From THEIR perspective, they are judged by holding costs down, bringing money in, etc. This includes travel and equipment and facilities and a lot of other stuff in addition to the inflated tuition that goes into the budget as real dollars along with everything else that you would consider real dollars, though you apparently don't consider the tuition real dollars.
Steel has talked to college coaches about this, including Schloss; have YOU talked to anyone about this or are you just pulling things out of your dogbutt?
And certain of the powers that be also consider lost opportunity costs
I sat on the board at TCU that handles this concept for over 10 years....and I sit on it now at a State school....how about you?
Tuition dollars are only real when they are "paid" to the University. Beyond that it is a measurement bar that has only indirect correlation to the cost of attendance.
If we remove 10 full scholarship athletes from the football team - the bottom of the P&L statement at TCU does not go up $650k. The only direct costs saved are for food, books (or whatever they get now) and some level of reduction in the cost of housing based on maintenance, utilities, etc with less students. The deprecation of the capital asset does not decrease at all.
There is the potential to reduce faculty costs if we eliminated enough students to reduce faculty - given the size of the normal baseball roster - that would be about 2 faculty at the current student:teacher ratio.

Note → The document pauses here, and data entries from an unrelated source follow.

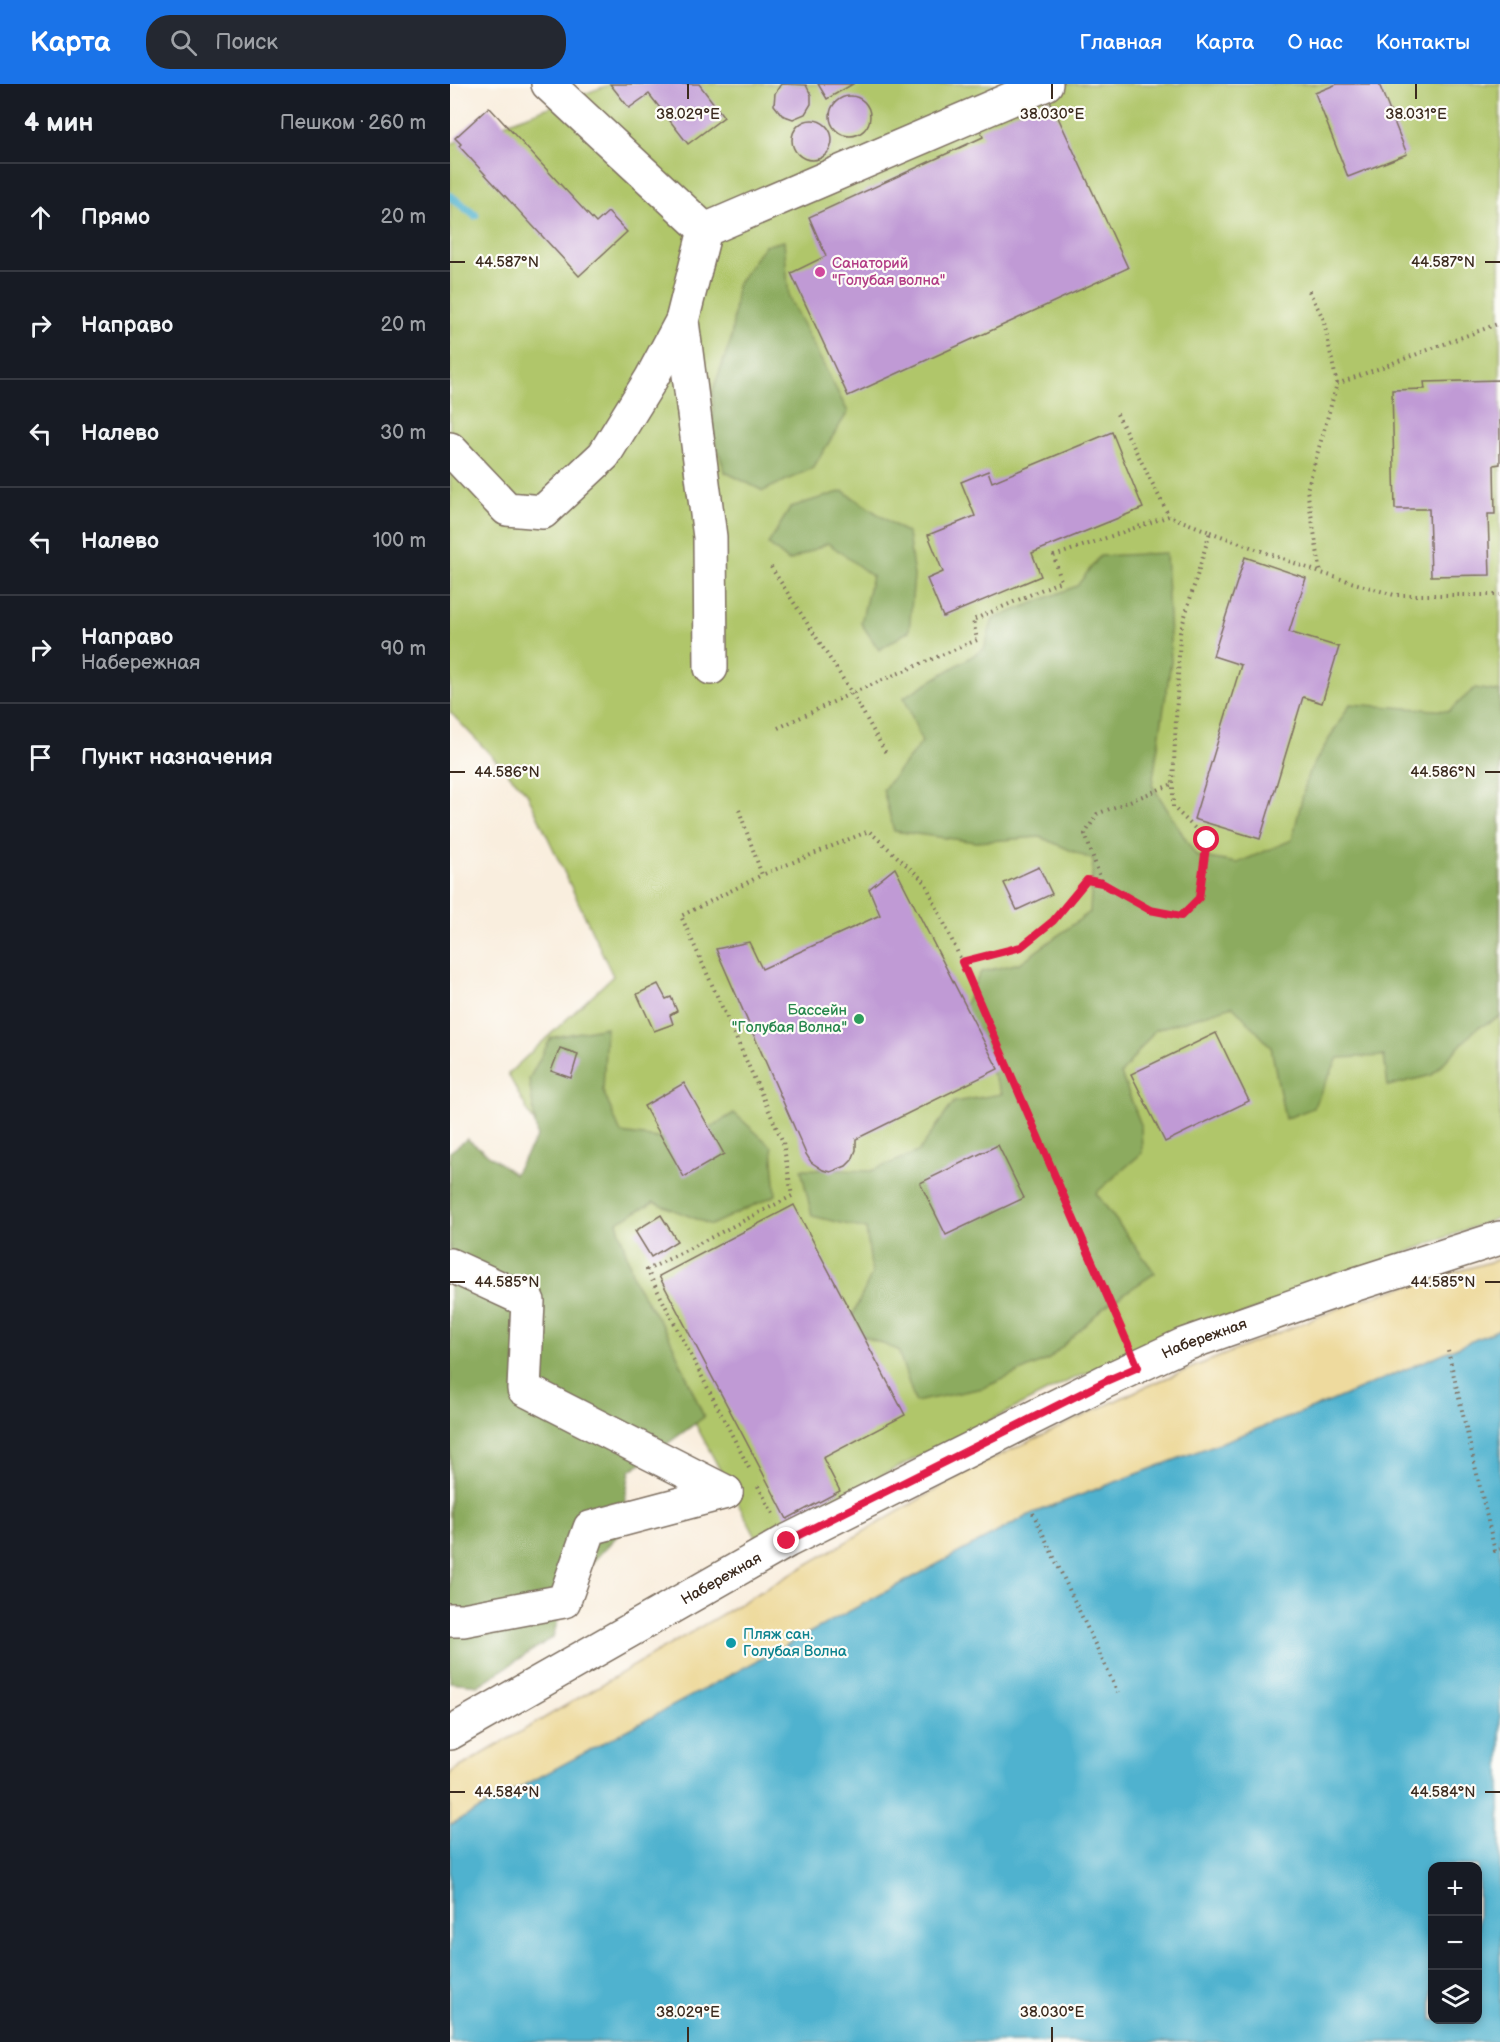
<!DOCTYPE html>
<html lang="ru">
<head>
<meta charset="utf-8">
<style>
  :root { --surface:#171b24; --page:#242831; --text:#f1f3f6; --muted:#9ea1a6; --line:#363941; --accent:#1a73e8 }
  body { margin:0; font-family:"Balsamiq Sans",sans-serif; background:var(--page); color:var(--text) }
  .controls { position:absolute; right:18px; bottom:18px; display:grid; overflow:hidden; border-radius:12px; box-shadow:0 3px 9px #0003 }
  .controls button { width:54px; height:54px; display:grid; place-items:center; padding:0; border:0; border-bottom:2px solid var(--line); background:var(--surface); color:var(--text); font:30px sans-serif }
  .stop { position:absolute; width:18px; height:18px; margin:-14px; border:4px solid #e11d48; border-radius:50%; background:#fff }
  .stop.end { background:#e11d48; border-color:#fff; box-shadow:0 2px 6px #0008 }
  .list { margin:0; padding:0; list-style:none }
  h2 { display:flex; justify-content:space-between; align-items:center; height:78px; margin:0; padding:0 24px; font-size:26px }
  h2 small { font-size:20px; font-weight:400; color:var(--muted) }
  .list li { display:grid; grid-template-columns:39px 1fr auto; gap:18px; align-items:center; box-sizing:border-box; height:108px; padding:0 24px; border-top:2px solid var(--line) }
  .list b { display:block; font-size:22px; white-space:nowrap }
  .list p { margin:0; font-size:20px; white-space:nowrap; color:var(--muted) }
  .list em { font-size:20px; font-style:normal; color:var(--muted) }
  .icon { flex:none; width:33px; height:33px; fill:none; stroke:currentColor; stroke-width:2; stroke-linecap:round; stroke-linejoin:round }
  .map { position:relative; flex:none; width:1050px; height:1958px; overflow:hidden }
  header { display:flex; align-items:center; gap:36px; box-sizing:border-box; height:84px; padding:0 30px; background:var(--accent); color:#fff }
  header strong { font-size:28px }
  nav { display:flex; gap:33px; margin-inline-start:auto; font-size:21px }
  .search { width:420px; height:54px; background:var(--page); display:flex; align-items:center; gap:15px; box-sizing:border-box; padding:0 21px; border-radius:24px; color:var(--muted); font-size:22px }
  main { display:flex }
  aside { flex:1; background:var(--surface) }
  .map>svg:first-child { display:block }
  .green { fill:#b0c66b; stroke:#767844; stroke-width:1.5 }
  .forest { fill:#8cab5f; stroke:#646a3e; stroke-width:1.5 }
  .sand { fill:#eeda9e; stroke:#94825e; stroke-width:1.5 }
  .water { fill:#50b2cf; stroke:#466e76; stroke-width:1.5; fill-rule:evenodd }
  .lines { fill:none; stroke-linecap:round; stroke-linejoin:round }
  .stream { stroke:#50b2cf; stroke-width:9 }
  .building { fill:#c09ad5 }
  .minor-casing { stroke:#7e6f61; stroke-width:36 }
  .path { stroke:#7e6f61; stroke-width:4; stroke-dasharray:1.5 4.5; stroke-linecap:butt }
  .minor { stroke:#fff; stroke-width:33 }
  .route { stroke:#e11d48; stroke-width:8 }
  .ticks { fill:none; stroke:#3b2a1e; stroke-width:2 }
  .hotel-dot { fill:#d1479c; stroke:#fdfcf7; stroke-width:2 }
  .leisure-dot { fill:#2e9e5b; stroke:#fdfcf7; stroke-width:2 }
  .culture-dot { fill:#0f9aa8; stroke:#fdfcf7; stroke-width:2 }
  .labels { text-anchor:middle; dominant-baseline:central; stroke-width:4.5; stroke-linejoin:round; paint-order:stroke }
  .hotel-label { font-size:15px; fill:#b23c85; stroke:#fdfcf7; text-anchor:start }
  .leisure-label { font-size:15px; fill:#27864d; stroke:#fdfcf7; text-anchor:end }
  .street-label { font-size:15px; fill:#3b2a1e; stroke:#fdfcf7 }
  .culture-label { font-size:15px; fill:#0d838f; stroke:#fdfcf7; text-anchor:start }
  .ticks-label { font-size:15px; text-anchor:middle; fill:#3b2a1e; stroke:#fdfcf7; stroke-width:4.5; stroke-linejoin:round; paint-order:stroke }
</style>
</head>
<body>
<header>
<strong>Карта</strong>
<div class="search"><svg class="icon" aria-label="search" viewBox="0 0 24 24"><circle cx="10" cy="10" r="6"/><path d="M15 15l6 6"/></svg>Поиск</div>
<nav><a>Главная</a><a>Карта</a><a>О нас</a><a>Контакты</a></nav>
</header>
<main>
<aside>
<h2>4 мин<small>Пешком · 260 m</small></h2>
<ul class="list">
<li><svg class="icon" aria-label="ahead" viewBox="0 0 24 24"><path d="M12 20V5M6 11l6-6 6 6"/></svg><div><b>Прямо</b></div><em>20 m</em></li>
<li><svg class="icon" aria-label="right" viewBox="0 0 24 24"><path d="M7 20v-9h11M14 6l5 5-5 5"/></svg><div><b>Направо</b></div><em>20 m</em></li>
<li><svg class="icon" aria-label="left" viewBox="0 0 24 24"><path d="M17 20v-9H6M10 6l-5 5 5 5"/></svg><div><b>Налево</b></div><em>30 m</em></li>
<li><svg class="icon" aria-label="left" viewBox="0 0 24 24"><path d="M17 20v-9H6M10 6l-5 5 5 5"/></svg><div><b>Налево</b></div><em>100 m</em></li>
<li><svg class="icon" aria-label="right" viewBox="0 0 24 24"><path d="M7 20v-9h11M14 6l5 5-5 5"/></svg><div><b>Направо</b><p>Набережная</p></div><em>90 m</em></li>
<li><svg class="icon" aria-label="arrive" viewBox="0 0 24 24"><path d="M6 21V4h12l-3 4 3 4H6"/></svg><div><b>Пункт назначения</b></div></li>
</ul>
</aside>
<div class="map">
<svg width="1050" height="1958" viewBox="0 0 1050 1958">
  <rect width="100%" height="100%" fill="#fdfcf7"/>
  <filter id="ink" filterUnits="userSpaceOnUse"><feTurbulence type="fractalNoise" baseFrequency=".0167" numOctaves="2"/><feDisplacementMap in="SourceGraphic" scale="12" xChannelSelector="R" yChannelSelector="G"/><feConvolveMatrix kernelMatrix="1 2 1 2 8 2 1 2 1" color-interpolation-filters="sRGB"/></filter>
  <filter id="wash" filterUnits="userSpaceOnUse"><feTurbulence type="fractalNoise" baseFrequency=".008" numOctaves="4" result="noise"/><feDisplacementMap in="SourceGraphic" scale="24" xChannelSelector="R" yChannelSelector="G"/><feGaussianBlur stdDeviation="1.35" result="paint"/><feColorMatrix in="noise" values="0 0 0 0 0 0 0 0 0 0 0 0 0 0 0 0 0 1.4 0 .05"/><feComposite in="paint" operator="in"/></filter>
  <g filter="url(#wash)">
    <rect width="100%" height="100%" fill="#f9eede"/>
    <path class="green" d="M161,0H1050V1133L622,1295L307,1455L58,990L163,892L77,709L0,628V60Z"/>
    <g class="forest">
      <path d="M334,157L339,214L398,328L363,384L313,407L275,388L263,350V306L281,256L287,201L314,162Z"/>
      <path d="M393,407L458,450L464,492L459,547L429,566L411,539L422,492L378,459L339,477L318,460L341,423Z"/>
      <path d="M716,469L721,578L702,701L746,772L787,779L842,756L858,690L900,620L999,627L1025,604L1050,608V933L1027,944L982,991L938,1002L934,972L888,974L863,1024L835,1035L821,963L783,922L705,946L671,990L691,1041L692,1069L646,1109L705,1189L654,1223L599,1275L533,1304L465,1318L448,1266L396,1245L422,1190L416,1145L362,1132L351,1085L421,1087L468,1068L504,1018L552,1010L512,926L531,888L570,879L640,828L643,776L590,753L526,758L444,747L433,706L472,658L454,613L534,565L543,535L627,502L650,472Z"/>
      <path d="M156,943L153,1007L171,1049L237,1058L284,1029L322,1063L326,1111L261,1141L204,1118L167,1138L185,1199L219,1252L254,1333L180,1387L169,1450L117,1505L103,1553L29,1601L0,1598V1068L17,1055L64,1090L87,1053L79,995L101,954Z"/>
    </g>
    <path class="sand" d="M1050,1175V1245L882,1317L583,1429L8,1737L0,1740V1689L523,1384L697,1302L910,1216Z"/>
    <path class="water" d="M1050,1245V1958H0V1741L583,1429L882,1317ZM982,1782H1028V1936H982Z"/>
    <g class="lines">
      <path class="stream" d="M0,112L25,131"/>
    </g>
    <g id="blocks">
      <g class="building">
        <path d="M160,0H249L274,33L238,60L199,10L179,24Z"/>
        <path d="M331,0L356,1L361,11V20L355,30L343,35L332,31L324,21L325,9Z"/>
        <path d="M368,0H403L377,15Z"/>
        <path d="M887,0H929L957,70L898,93L865,9Z"/>
        <circle cx="400" cy="32" r="20"/>
        <path d="M599,14L678,184L398,312L341,189L376,172L359,133L533,53L530,45Z"/>
        <path d="M39,23L146,139L158,128L177,148L129,192L9,62L11,60L5,54Z"/>
        <circle cx="362" cy="56" r="20"/>
        <path d="M1050,296V380L1044,381L1045,430H1038L1040,491L981,492L979,425H945L942,306L975,305L974,298Z"/>
        <path d="M662,348L693,424L582,469L591,492L493,533L477,495L493,488L478,451L525,432L511,398L538,387L542,398Z"/>
        <path d="M795,473L856,494L839,548L889,563L872,619L853,613L810,755L744,735L791,581L763,572Z"/>
        <path d="M589,783L602,810L567,826L554,799Z"/>
        <path d="M445,784L548,985L406,1055V1066L402,1076L396,1082L381,1088L373,1086L361,1078L356,1070L266,865L299,858L312,885L430,831L419,805Z"/>
        <path d="M208,900L216,915L221,913L227,927L220,931L223,940L204,947L187,910Z"/>
        <path d="M766,949L799,1017L715,1058L681,990Z"/>
        <path d="M110,964L128,970L121,994L101,987Z"/>
        <path d="M234,999L274,1070L234,1093L194,1022Z"/>
        <path d="M548,1061L574,1114L496,1151L470,1099Z"/>
        <path d="M344,1121L455,1331L373,1374L390,1407L337,1435L209,1192Z"/>
        <path d="M211,1131L227,1157L201,1173L185,1147Z"/>
      </g>
    </g>
  </g>
  <g filter="url(#ink)">
    <use href="#blocks" fill-opacity="0" stroke="#7e6f61" stroke-width="1.5"/>
    <g class="lines">
      <defs>
        <g id="minor">
          <path d="M98,0L255,146"/>
          <path d="M0,365L57,425L93,428L154,371L201,295L232,237"/>
          <path d="M261,584L260,453L232,237L255,146L596,0"/>
          <path d="M0,1181L78,1217L74,1305L276,1408"/>
          <path d="M0,1536H13L114,1517L140,1444L276,1408"/>
          <path id="s1" d="M0,1649L337,1457L656,1297L733,1261L906,1200L1050,1154"/>
        </g>
      </defs>
      <use href="#minor" class="minor-casing"/>
      <g class="path">
        <path d="M859,207L873,234L887,300L857,406L871,489L944,511H1050"/>
        <path d="M887,300L1050,239"/>
        <path d="M667,330L719,432"/>
        <path d="M760,448L871,489"/>
        <path d="M321,483L402,609L437,671"/>
        <path d="M328,644L402,609L527,556L523,536L611,497L604,472L719,432L760,448L730,549L723,700V723L757,756L749,814L731,833L700,826L652,799"/>
        <path d="M289,726L312,791L419,747L475,798L512,878L571,863L603,837L637,796L652,799L635,750L647,730L723,700"/>
        <path d="M512,878L675,1252"/>
        <path d="M998,1267L1045,1467L1050,1465"/>
        <path d="M299,1384L197,1186L342,1112L333,1058L231,832L312,791"/>
        <path d="M308,1402L323,1430"/>
        <path d="M583,1429L668,1609"/>
      </g>
      <use href="#minor" class="minor"/>
    </g>
  </g>
  <g class="lines" filter="url(#ink)">
    <path class="route" d="M337,1457L656,1297L688,1283L512,878L571,863L603,837L637,796L652,799L700,826L731,832L749,814L757,756"/>
  </g>
  <path class="ticks" d="M238,0V15M602,0V15M966,0V15M0,178H15M1035,178H1050M0,688H15M1035,688H1050M0,1198H15M1035,1198H1050M0,1708H15M1035,1708H1050M238,1943V1958M602,1943V1958"/>
  <circle class="hotel-dot" cx="370" cy="188" r="6"/>
  <circle class="leisure-dot" cx="409" cy="935" r="6"/>
  <circle class="culture-dot" cx="281" cy="1559" r="6"/>
  <g class="labels">
    <g class="hotel-label">
      <text x="382" y="179">Санаторий<tspan x="382" dy="17">"Голубая волна"</tspan></text>
    </g>
    <g class="leisure-label">
      <text x="397" y="926">Бассейн<tspan x="397" dy="17">"Голубая Волна"</tspan></text>
    </g>
    <g class="street-label">
      <text stroke="none"><textPath href="#s1" startOffset="852">Набережная</textPath></text>
      <text stroke="none"><textPath href="#s1" startOffset="312">Набережная</textPath></text>
    </g>
    <g class="culture-label">
      <text x="293" y="1550">Пляж сан.<tspan x="293" dy="17">Голубая Волна</tspan></text>
    </g>
  </g>
  <g class="ticks-label">
    <text x="238" y="35">38.029°E</text>
    <text x="602" y="35">38.030°E</text>
    <text x="966" y="35">38.031°E</text>
    <text x="57" y="183">44.587°N</text>
    <text x="993" y="183">44.587°N</text>
    <text x="57" y="693">44.586°N</text>
    <text x="993" y="693">44.586°N</text>
    <text x="57" y="1203">44.585°N</text>
    <text x="993" y="1203">44.585°N</text>
    <text x="57" y="1713">44.584°N</text>
    <text x="993" y="1713">44.584°N</text>
    <text x="238" y="1933">38.029°E</text>
    <text x="602" y="1933">38.030°E</text>
  </g>
</svg>
<div class="controls">
<button>+</button>
<button>−</button>
<button><svg class="icon" aria-label="layers" viewBox="0 0 24 24"><path d="M12 4l9 5-9 5-9-5zM3 14l9 5 9-5"/></svg></button>
</div>
<div class="stop" style="left:757px;top:756px"></div>
<div class="stop end" style="left:337px;top:1457px"></div>
</div>
</main>
</body>
</html>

There is a legitimate argument to be made for lost opportunity revenue for housing since we only have so many rooms at TCU. But that is really the only lost revenue because we don't cap the number of students down to a level that 30 players is going to change who and how many we let in - so there really is not "lost" tuition revenue from giving a tuition scholarship to a student.
So if you wanted to say we could reduce the cost of faculty about $400k by eliminating two lower level positions, we we would spend about $210k less per year in food and book costs (high but I will be conservative) and we would gain about $400k a year in additional housing revenue by not giving those rooms to baseball players - I would be willing to concede that the "real" costs of scholarships for our baseball team if we were fully funded is a little over $1 million/year.
That number is offset at TCU by the fact that we only get 11.7 scholarships and the remainder of the cost is "paid" by the athlete - which results in a tuition collected amount from players of about $1.1 million....
So basically the academic "cost" to TCU of having a baseball team with 11.7 scholarships is essentially ZERO because the paying players offset the scholarships.
And all of that has nothing to do with the level of capital investment that is required to be a top tier baseball program in D1 or the operating budget to run the actual program - which is where Schloss is focused.